If the cache line is present in L1 cache 314 (i.e. the access
"hits" in L1 cache 314), CPU core 312 completes the access with L1
cache 314. If the access misses in L1 cache 314, L1 cache 314
checks shared L2 cache 320, since shared L2 cache 320 is the next
lower level of the memory hierarchy. Likewise, if the address of
the request does not match any cache entries, shared L2 cache 320
will indicate a cache miss. Following the cache miss, shared L2
cache 320 will check the L3 cache, since the L3 cache is the next
lower level of the memory hierarchy. If the requested data is not
found in the cache hierarchy, the last level of the cache hierarchy
will write or read the data to or from main memory. During a check
of the memory hierarchy, if the requested data is found, the
corresponding cache indicates a cache hit and provides the new data
to the requesting CPU core cache client. Using a predetermined
replacement policy, a selected cache will evict existing data to
make room in the cache hierarchy for the new data.

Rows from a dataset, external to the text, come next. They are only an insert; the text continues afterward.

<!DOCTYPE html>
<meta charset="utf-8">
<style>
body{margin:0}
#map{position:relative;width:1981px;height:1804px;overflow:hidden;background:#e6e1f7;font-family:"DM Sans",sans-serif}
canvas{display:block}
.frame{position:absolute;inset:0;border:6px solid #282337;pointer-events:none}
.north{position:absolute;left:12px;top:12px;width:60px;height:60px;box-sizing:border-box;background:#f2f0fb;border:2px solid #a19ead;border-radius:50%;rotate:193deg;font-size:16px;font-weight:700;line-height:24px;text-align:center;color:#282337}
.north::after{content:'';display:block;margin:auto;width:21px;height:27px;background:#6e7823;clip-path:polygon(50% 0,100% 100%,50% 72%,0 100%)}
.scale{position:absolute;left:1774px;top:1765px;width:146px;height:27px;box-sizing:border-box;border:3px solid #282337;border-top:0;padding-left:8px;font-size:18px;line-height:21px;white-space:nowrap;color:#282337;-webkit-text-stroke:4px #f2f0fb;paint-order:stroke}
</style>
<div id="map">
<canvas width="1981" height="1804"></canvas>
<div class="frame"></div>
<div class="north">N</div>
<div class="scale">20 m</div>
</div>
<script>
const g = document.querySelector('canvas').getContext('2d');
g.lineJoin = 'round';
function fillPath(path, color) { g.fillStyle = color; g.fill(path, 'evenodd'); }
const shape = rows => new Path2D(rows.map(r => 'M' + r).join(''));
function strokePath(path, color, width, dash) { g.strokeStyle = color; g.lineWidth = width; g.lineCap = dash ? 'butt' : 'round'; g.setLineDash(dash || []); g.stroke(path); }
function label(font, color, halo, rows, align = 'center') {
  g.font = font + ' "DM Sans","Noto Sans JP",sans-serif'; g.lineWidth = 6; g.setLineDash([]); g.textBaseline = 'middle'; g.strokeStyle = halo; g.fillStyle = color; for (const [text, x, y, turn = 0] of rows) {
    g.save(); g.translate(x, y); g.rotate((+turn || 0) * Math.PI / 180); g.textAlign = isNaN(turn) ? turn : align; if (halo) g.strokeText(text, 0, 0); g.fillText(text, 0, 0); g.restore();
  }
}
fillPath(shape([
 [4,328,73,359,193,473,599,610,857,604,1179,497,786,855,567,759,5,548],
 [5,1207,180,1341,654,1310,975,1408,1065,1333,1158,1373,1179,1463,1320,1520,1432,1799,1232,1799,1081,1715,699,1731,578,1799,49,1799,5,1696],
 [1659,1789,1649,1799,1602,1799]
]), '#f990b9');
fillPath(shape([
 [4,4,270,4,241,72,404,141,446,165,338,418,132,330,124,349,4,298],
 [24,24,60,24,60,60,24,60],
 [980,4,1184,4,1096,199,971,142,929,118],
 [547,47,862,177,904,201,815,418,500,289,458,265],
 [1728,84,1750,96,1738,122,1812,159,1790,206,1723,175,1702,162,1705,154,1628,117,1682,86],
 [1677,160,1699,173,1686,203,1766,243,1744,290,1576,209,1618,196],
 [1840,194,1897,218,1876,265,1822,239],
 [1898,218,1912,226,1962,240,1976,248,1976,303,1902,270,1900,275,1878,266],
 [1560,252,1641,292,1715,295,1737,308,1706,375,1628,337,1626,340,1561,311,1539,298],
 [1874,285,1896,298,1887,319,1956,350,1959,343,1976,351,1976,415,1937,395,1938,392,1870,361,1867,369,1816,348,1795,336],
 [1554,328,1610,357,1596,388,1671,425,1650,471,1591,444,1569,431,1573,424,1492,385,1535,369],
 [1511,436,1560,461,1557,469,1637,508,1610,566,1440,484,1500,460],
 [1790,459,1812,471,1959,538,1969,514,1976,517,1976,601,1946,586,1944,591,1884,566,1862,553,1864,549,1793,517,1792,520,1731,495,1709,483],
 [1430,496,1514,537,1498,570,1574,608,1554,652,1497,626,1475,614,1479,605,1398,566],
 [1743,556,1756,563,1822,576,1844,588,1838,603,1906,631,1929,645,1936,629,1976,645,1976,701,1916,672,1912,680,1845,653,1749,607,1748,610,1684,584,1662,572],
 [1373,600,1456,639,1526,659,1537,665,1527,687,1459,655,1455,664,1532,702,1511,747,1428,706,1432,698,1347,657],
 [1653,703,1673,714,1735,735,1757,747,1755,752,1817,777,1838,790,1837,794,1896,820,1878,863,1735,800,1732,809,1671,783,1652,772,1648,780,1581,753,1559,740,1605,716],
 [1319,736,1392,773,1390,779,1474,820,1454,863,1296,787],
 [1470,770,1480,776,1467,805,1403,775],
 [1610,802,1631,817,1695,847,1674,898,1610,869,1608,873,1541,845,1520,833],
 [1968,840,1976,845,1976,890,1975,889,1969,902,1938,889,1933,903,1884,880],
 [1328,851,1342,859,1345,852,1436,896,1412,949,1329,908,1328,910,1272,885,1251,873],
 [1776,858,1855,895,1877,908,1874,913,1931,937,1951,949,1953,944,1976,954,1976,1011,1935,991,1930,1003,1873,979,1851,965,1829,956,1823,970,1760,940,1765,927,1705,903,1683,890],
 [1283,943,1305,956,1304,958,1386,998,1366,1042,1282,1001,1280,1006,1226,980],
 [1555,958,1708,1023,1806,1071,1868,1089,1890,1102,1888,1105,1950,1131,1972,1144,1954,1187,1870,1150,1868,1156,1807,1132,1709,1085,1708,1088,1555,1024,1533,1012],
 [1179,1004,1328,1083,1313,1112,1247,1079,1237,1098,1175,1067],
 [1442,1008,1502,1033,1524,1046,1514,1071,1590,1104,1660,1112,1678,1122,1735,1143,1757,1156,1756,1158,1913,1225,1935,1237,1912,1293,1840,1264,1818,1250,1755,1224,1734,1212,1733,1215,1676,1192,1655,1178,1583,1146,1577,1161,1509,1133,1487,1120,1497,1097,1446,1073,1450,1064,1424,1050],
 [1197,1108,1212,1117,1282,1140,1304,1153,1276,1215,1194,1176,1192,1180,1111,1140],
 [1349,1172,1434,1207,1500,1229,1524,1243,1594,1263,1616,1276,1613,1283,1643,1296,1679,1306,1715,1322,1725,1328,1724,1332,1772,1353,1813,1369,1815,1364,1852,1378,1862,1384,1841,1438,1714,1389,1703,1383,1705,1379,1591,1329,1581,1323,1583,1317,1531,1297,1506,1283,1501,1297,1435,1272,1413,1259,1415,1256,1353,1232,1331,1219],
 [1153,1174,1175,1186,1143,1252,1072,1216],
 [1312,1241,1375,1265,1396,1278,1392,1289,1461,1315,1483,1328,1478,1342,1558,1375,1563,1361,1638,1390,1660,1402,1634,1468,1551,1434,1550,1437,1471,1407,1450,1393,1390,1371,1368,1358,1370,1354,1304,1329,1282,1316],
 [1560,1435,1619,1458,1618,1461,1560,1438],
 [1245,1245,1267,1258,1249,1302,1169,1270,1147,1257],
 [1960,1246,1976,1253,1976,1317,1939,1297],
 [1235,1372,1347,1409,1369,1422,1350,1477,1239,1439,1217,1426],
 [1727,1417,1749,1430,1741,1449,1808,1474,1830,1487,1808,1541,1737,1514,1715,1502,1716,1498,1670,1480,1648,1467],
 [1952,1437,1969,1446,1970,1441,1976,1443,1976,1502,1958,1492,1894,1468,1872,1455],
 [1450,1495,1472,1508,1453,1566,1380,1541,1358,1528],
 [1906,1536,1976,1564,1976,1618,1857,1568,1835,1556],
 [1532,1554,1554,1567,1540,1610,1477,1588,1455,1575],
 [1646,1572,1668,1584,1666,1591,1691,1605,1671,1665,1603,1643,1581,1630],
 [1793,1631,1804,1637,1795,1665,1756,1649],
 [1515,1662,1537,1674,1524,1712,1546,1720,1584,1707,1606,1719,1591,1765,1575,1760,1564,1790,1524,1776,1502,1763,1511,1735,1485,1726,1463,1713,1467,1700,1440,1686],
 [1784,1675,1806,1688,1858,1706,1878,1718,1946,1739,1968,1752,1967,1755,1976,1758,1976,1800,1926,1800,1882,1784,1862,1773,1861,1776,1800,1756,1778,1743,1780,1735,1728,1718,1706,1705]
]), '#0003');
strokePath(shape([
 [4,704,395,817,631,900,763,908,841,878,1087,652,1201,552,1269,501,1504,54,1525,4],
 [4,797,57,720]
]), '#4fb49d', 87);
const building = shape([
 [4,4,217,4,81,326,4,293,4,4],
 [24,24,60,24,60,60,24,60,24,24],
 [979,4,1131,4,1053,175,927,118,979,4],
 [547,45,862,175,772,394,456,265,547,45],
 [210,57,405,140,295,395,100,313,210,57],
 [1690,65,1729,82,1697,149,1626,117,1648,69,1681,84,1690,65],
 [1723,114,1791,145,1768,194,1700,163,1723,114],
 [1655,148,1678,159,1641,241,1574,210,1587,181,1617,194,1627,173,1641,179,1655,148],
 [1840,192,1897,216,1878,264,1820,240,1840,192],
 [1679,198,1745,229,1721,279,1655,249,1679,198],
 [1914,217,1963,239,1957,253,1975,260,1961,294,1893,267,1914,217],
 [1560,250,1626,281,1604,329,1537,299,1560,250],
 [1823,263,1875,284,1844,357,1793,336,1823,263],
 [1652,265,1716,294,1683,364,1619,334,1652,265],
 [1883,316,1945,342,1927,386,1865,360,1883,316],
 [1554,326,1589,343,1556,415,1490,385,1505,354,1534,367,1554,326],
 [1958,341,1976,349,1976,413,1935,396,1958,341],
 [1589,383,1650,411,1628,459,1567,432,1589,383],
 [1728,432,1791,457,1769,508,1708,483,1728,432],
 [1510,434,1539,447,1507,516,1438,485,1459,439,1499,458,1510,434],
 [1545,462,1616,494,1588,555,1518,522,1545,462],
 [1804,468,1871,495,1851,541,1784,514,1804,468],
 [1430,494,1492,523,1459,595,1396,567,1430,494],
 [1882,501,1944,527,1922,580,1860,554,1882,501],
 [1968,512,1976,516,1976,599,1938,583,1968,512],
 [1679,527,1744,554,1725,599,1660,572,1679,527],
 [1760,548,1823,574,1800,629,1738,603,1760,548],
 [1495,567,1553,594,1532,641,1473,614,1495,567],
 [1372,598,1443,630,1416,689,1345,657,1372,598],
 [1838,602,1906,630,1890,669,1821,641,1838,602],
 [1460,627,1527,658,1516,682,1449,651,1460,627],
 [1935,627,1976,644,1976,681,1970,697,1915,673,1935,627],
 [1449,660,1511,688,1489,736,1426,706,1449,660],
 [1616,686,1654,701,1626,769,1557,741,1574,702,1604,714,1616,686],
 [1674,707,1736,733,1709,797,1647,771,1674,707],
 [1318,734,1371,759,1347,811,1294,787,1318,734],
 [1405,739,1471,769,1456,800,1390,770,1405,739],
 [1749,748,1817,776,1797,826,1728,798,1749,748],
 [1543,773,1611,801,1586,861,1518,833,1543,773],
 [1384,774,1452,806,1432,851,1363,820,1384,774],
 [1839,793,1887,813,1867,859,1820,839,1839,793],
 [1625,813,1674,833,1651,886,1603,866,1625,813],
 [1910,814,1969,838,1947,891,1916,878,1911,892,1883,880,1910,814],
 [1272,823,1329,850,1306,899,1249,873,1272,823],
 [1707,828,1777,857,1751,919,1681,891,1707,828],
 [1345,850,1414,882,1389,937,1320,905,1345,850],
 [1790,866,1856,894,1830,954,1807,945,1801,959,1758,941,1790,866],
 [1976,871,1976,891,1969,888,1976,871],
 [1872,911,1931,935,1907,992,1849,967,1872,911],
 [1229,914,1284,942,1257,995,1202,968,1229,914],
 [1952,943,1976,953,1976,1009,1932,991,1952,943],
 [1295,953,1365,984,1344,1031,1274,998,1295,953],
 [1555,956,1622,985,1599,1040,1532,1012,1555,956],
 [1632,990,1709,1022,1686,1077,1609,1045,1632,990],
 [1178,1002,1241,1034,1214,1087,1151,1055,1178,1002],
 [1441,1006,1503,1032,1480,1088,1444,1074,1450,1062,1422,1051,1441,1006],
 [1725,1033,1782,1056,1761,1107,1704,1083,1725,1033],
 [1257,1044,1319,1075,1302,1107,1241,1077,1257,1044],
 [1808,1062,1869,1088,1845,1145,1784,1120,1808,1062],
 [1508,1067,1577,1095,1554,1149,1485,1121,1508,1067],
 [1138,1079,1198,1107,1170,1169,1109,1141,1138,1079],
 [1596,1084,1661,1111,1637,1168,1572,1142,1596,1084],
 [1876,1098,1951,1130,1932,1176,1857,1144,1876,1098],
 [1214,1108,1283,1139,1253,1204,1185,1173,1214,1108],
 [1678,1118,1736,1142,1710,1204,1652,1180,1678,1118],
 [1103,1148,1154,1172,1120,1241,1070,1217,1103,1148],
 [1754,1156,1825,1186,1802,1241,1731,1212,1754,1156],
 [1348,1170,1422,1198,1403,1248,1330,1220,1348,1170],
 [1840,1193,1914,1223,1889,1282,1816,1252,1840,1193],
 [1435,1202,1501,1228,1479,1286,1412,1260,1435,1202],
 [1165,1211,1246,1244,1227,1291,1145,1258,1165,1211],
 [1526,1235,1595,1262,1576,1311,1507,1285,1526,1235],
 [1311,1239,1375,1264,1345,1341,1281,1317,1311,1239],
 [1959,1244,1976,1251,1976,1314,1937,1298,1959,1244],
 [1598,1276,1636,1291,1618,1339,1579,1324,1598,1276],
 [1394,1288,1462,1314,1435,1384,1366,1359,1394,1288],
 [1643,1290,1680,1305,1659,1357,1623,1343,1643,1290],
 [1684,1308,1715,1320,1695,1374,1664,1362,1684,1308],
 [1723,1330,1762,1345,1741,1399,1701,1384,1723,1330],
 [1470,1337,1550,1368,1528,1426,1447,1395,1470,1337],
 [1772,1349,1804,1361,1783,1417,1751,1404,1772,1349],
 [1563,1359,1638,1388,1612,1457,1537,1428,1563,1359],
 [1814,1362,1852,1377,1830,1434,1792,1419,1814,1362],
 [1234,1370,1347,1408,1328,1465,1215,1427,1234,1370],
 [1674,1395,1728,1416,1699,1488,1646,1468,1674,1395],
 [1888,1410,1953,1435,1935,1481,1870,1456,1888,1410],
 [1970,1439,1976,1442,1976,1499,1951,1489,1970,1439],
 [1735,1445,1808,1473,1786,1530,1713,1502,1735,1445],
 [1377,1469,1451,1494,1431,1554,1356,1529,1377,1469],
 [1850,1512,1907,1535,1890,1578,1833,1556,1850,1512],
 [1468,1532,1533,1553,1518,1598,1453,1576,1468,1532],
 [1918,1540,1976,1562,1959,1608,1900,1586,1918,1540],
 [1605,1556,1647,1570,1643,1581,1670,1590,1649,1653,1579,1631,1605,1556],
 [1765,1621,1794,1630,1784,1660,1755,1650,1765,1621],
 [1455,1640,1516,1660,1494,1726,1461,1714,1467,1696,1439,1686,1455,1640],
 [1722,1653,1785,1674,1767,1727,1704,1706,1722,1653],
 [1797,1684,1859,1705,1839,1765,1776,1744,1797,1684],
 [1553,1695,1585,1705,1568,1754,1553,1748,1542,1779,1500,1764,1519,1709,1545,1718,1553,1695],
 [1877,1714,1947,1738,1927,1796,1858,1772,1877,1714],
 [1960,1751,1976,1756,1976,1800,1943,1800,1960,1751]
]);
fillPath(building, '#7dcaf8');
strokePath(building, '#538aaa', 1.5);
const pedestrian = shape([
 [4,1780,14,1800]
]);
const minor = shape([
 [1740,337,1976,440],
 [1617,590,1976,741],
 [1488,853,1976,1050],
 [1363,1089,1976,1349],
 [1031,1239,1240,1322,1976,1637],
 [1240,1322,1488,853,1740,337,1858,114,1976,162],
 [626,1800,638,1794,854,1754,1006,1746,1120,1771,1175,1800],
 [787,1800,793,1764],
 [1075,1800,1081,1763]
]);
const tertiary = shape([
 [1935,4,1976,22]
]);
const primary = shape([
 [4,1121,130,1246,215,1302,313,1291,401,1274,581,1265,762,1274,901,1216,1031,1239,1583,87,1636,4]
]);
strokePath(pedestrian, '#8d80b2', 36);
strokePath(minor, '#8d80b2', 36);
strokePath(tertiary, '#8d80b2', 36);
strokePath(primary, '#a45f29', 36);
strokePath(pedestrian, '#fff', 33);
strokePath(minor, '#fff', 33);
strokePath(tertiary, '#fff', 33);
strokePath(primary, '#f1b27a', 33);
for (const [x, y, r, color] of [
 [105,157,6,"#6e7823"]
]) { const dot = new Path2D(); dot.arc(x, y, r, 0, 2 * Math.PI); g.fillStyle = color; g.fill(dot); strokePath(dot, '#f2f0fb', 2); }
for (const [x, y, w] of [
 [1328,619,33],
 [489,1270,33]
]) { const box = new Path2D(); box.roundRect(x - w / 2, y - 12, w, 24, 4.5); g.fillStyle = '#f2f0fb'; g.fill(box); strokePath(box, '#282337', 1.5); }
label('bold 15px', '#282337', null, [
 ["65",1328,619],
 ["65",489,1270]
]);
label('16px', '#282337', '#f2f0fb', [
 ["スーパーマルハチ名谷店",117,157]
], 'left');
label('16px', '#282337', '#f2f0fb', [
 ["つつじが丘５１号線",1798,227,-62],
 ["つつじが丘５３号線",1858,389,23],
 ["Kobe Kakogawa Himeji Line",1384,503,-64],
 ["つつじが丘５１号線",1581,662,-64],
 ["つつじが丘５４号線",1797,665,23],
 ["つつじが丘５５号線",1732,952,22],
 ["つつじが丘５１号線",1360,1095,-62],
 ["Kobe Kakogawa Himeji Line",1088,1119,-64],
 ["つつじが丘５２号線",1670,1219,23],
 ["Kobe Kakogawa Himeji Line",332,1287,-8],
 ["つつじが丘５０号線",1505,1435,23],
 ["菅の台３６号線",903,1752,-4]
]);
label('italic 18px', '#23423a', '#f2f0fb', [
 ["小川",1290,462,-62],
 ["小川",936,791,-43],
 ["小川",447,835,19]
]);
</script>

[0021] L3 cache and memory controller 322 responds to the state of
high reliability mode field 332 by operating DRAM memory store 340
in either a normal mode or a high reliability mode. In the high
reliability mode, L3 cache and memory controller 322 stores a first
multiple number of cache lines, a first multiple number of tags
corresponding to the first multiple number of cache lines and
reliability data in a selected row of DRAM memory store 340. In the
normal mode, L3 cache and memory controller 322 stores a second
multiple number of cache lines and a second multiple number of tags
corresponding to the second multiple number of cache lines in the
selected row of DRAM memory store 340. The second multiple number
of cache lines in normal mode is typically greater in number than
the first multiple number of cache lines in high reliability mode
322. DRAM scheduler 324, in response to an access request from CPU
core 312 or CPU core 316 to a row of DRAM memory store 340,
activates the selected row and reads at least one of the multiple
number of tags to determine whether an address of the access
request matches a corresponding one of the multiple number of cache
lines.
[0022] In the high reliability mode, if L3 cache and memory
controller 322 indicates a cache hit, in response, L3 cache and
memory controller 322 accesses both the corresponding one of a
multiple number of cache lines and the corresponding reliability
data before closing the row of DRAM memory store 340. DRAM
scheduler 324 advantageously prioritizes the accesses based on
their type. In a first example, DRAM scheduler 324 schedules reads
to at least one of the multiple number of tags and schedules
accesses to a selected one of the multiple number of cache lines at
a higher priority than accesses to the reliability data. In a
second example, before closing the row of DRAM memory store 340, L3
cache and memory controller 322, when appropriate, corrects the
reliability data, or the multiple number of cache lines, and stores
updated reliability data and an update of the multiple number of
cache lines in DRAM memory store 340. In a third example, L3 cache
and memory controller 322 schedules accesses to tags and data
elements with a higher priority than ECC related accesses. In a
fourth example, L3 cache and memory controller 322 prioritizes a
read of tags and data elements, including checking of the
corresponding ECC, prior to scheduling a lower priority CRC check
and write operation of the corrected data elements back to memory
store 340.
[0023] DRAM scheduler 324 has the capability to access reliability
data from ECC/CRC computation circuit 326. ECC/CRC computation
circuit 326 checks a cache line accessed by DRAM scheduler 324
using the reliability data, and if appropriate, selectively
corrects errors in either the cache data or tag contents and
forwards the corrected data to the requesting CPU. If the error is
correctable, DRAM scheduler 324 stores the updated reliability data
in the corresponding row of DRAM memory store 340 in response to
detecting an error in the corresponding cache line.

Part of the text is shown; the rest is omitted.